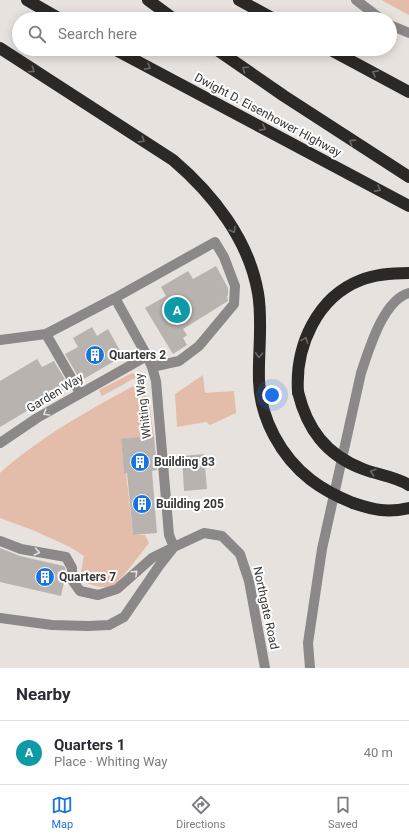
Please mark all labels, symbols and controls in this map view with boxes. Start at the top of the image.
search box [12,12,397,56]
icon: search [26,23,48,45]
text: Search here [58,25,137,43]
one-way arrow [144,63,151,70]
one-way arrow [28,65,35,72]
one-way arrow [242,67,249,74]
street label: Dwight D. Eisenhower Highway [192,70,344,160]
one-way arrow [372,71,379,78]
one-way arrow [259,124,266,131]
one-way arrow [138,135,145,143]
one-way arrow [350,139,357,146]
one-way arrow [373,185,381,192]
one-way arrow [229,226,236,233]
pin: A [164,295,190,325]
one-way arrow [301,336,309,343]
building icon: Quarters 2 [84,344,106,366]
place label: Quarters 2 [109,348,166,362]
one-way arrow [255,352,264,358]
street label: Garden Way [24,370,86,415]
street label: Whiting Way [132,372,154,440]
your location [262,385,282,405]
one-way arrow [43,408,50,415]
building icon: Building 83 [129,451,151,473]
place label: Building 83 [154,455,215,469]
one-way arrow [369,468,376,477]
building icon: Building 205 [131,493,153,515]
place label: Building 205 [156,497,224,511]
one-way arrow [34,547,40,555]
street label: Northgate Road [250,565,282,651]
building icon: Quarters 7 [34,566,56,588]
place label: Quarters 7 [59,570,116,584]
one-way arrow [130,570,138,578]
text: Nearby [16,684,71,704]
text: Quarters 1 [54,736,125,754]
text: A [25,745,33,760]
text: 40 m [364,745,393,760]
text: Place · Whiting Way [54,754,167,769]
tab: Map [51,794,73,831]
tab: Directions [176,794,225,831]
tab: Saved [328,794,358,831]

◆ **TASK STATEMENT**
Can you retype every record above exactly, leaving out the pictures?

◆ **TASK RESULT**
Please mark all labels, symbols and controls in this map view with boxes. Start at the top of the image.
search box [12,12,397,56]
icon: search [26,23,48,45]
text: Search here [58,25,137,43]
one-way arrow [144,63,151,70]
one-way arrow [28,65,35,72]
one-way arrow [242,67,249,74]
street label: Dwight D. Eisenhower Highway [192,70,344,160]
one-way arrow [372,71,379,78]
one-way arrow [259,124,266,131]
one-way arrow [138,135,145,143]
one-way arrow [350,139,357,146]
one-way arrow [373,185,381,192]
one-way arrow [229,226,236,233]
pin: A [164,295,190,325]
one-way arrow [301,336,309,343]
building icon: Quarters 2 [84,344,106,366]
place label: Quarters 2 [109,348,166,362]
one-way arrow [255,352,264,358]
street label: Garden Way [24,370,86,415]
street label: Whiting Way [132,372,154,440]
your location [262,385,282,405]
one-way arrow [43,408,50,415]
building icon: Building 83 [129,451,151,473]
place label: Building 83 [154,455,215,469]
one-way arrow [369,468,376,477]
building icon: Building 205 [131,493,153,515]
place label: Building 205 [156,497,224,511]
one-way arrow [34,547,40,555]
street label: Northgate Road [250,565,282,651]
building icon: Quarters 7 [34,566,56,588]
place label: Quarters 7 [59,570,116,584]
one-way arrow [130,570,138,578]
text: Nearby [16,684,71,704]
text: Quarters 1 [54,736,125,754]
text: A [25,745,33,760]
text: 40 m [364,745,393,760]
text: Place · Whiting Way [54,754,167,769]
tab: Map [51,794,73,831]
tab: Directions [176,794,225,831]
tab: Saved [328,794,358,831]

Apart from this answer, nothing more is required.